### BRIEF
Among the entries that follow, find the lines holding "service" and say how many there are, with no other words.

### DATA FOR ANALYSIS
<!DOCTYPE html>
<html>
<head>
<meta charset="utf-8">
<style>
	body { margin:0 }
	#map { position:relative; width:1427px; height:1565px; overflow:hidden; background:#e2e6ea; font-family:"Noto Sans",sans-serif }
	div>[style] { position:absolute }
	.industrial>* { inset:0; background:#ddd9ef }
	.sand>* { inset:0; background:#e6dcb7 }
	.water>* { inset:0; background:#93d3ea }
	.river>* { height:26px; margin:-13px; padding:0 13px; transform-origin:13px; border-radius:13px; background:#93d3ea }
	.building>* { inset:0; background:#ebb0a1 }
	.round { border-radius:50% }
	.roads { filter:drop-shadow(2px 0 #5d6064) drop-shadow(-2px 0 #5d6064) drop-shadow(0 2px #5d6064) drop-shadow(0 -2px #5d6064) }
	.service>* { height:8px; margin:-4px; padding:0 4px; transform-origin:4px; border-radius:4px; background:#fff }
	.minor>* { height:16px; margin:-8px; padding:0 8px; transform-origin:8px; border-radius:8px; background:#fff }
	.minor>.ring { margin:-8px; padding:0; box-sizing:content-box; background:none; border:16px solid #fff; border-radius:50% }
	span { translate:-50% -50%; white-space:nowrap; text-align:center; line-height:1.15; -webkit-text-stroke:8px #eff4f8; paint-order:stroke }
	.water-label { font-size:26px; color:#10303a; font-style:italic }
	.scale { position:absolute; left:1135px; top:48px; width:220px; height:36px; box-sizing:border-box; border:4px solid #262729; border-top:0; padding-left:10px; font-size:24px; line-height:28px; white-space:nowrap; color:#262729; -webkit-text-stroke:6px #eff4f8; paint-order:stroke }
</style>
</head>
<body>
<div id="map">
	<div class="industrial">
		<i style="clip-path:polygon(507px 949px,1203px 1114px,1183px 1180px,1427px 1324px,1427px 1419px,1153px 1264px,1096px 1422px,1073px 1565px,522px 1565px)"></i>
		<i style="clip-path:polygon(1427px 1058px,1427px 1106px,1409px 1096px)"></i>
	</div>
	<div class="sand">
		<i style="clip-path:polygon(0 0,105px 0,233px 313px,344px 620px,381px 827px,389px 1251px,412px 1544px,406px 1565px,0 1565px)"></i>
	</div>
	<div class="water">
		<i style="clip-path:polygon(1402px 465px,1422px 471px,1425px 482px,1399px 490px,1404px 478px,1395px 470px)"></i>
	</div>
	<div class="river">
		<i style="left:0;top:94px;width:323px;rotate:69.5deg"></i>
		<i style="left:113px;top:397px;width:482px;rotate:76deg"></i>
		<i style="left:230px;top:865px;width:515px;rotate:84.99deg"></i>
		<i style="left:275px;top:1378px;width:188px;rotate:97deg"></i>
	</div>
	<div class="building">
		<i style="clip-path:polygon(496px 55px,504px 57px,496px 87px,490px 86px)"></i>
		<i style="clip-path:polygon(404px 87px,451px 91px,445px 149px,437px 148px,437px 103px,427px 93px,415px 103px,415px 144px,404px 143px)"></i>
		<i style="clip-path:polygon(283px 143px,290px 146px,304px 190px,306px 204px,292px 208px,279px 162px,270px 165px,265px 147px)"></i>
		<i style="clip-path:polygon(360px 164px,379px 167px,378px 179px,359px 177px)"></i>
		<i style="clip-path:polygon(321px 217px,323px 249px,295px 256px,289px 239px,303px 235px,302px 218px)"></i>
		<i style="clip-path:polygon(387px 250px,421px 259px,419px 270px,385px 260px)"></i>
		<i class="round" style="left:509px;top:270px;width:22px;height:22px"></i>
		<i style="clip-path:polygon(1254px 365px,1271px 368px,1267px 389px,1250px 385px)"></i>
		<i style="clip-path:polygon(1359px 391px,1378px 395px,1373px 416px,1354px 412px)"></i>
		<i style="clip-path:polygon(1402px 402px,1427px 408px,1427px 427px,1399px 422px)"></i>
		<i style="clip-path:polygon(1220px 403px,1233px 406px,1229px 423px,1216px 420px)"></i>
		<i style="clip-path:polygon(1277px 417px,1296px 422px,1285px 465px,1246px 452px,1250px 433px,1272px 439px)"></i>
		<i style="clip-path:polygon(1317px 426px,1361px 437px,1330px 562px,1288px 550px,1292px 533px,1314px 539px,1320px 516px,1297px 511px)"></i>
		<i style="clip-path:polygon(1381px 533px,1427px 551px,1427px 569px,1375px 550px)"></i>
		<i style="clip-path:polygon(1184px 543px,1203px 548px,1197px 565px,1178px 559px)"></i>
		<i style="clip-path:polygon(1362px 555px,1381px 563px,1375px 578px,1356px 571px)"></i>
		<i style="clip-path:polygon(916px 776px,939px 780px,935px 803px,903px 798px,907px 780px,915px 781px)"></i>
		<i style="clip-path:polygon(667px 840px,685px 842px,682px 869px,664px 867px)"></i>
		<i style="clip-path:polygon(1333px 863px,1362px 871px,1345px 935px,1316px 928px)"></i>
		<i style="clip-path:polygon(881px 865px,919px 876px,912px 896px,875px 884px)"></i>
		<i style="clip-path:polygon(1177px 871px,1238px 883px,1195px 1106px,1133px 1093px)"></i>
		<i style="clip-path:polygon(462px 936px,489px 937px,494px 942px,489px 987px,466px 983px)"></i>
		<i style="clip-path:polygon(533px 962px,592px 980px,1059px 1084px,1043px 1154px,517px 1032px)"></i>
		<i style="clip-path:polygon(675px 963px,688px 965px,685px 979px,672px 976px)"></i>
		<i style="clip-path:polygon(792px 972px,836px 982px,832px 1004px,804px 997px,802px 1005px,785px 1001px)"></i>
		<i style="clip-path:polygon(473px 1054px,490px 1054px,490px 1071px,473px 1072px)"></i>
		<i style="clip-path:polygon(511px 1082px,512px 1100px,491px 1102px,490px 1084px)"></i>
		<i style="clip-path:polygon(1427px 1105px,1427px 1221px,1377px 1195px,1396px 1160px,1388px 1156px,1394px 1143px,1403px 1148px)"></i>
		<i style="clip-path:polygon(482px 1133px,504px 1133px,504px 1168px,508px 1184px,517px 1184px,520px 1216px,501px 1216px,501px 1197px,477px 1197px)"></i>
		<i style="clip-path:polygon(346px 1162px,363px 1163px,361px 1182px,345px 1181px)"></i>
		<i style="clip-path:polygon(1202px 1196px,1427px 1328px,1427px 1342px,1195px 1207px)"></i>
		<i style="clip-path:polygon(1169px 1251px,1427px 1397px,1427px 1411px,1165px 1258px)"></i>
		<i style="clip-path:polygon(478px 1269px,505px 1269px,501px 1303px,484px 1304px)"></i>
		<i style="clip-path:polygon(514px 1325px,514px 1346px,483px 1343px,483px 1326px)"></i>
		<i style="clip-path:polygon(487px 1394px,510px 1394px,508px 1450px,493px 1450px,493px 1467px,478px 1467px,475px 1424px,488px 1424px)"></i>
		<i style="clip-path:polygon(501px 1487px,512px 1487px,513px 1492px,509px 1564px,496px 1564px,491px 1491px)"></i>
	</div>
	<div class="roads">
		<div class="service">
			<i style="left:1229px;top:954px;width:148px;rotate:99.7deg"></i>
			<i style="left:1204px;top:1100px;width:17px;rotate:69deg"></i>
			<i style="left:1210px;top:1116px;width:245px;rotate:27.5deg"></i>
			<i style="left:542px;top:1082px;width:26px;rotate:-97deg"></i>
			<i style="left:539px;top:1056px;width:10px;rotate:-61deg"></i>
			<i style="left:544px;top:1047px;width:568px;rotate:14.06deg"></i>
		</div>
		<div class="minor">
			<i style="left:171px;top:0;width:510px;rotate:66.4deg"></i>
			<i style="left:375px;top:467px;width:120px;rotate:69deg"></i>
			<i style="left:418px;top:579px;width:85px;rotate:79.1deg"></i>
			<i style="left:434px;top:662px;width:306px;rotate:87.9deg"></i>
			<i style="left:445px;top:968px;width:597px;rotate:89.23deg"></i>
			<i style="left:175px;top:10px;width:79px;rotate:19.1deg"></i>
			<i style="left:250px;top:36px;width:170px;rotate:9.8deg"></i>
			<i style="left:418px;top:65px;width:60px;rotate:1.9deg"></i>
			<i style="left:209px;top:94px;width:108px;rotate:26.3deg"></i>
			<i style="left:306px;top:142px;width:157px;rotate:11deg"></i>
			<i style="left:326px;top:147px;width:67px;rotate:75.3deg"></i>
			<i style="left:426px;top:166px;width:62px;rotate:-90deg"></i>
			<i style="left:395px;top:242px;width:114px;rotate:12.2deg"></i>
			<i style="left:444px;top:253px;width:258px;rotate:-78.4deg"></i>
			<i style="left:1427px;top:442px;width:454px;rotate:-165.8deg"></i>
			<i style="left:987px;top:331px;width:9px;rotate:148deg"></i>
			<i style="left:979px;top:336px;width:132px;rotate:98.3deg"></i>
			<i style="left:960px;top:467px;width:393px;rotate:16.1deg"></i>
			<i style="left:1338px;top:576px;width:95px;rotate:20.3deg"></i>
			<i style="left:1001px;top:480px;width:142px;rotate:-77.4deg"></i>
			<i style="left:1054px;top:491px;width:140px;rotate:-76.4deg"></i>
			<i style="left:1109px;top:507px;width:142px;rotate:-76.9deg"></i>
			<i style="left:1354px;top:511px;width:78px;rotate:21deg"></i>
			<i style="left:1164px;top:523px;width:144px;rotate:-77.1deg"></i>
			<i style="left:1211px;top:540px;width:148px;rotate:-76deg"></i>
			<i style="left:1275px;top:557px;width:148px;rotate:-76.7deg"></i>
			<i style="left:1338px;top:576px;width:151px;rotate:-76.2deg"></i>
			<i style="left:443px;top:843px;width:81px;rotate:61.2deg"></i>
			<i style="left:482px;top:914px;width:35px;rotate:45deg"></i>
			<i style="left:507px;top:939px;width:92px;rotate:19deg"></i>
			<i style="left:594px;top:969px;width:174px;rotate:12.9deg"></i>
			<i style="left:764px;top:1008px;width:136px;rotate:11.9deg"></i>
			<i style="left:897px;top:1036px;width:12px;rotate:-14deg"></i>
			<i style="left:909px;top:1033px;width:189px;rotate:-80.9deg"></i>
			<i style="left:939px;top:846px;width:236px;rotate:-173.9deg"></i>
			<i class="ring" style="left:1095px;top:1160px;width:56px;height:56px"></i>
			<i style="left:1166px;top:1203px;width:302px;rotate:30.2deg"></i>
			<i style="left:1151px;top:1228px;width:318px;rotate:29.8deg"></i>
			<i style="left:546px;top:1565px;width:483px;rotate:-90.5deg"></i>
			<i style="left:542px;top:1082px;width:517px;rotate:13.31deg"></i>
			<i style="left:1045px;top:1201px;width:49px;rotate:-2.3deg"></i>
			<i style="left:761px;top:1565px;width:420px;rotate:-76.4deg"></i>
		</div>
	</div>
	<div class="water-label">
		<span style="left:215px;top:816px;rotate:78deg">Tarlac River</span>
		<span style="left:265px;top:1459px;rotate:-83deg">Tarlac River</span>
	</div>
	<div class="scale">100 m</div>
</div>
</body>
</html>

### ANSWER
2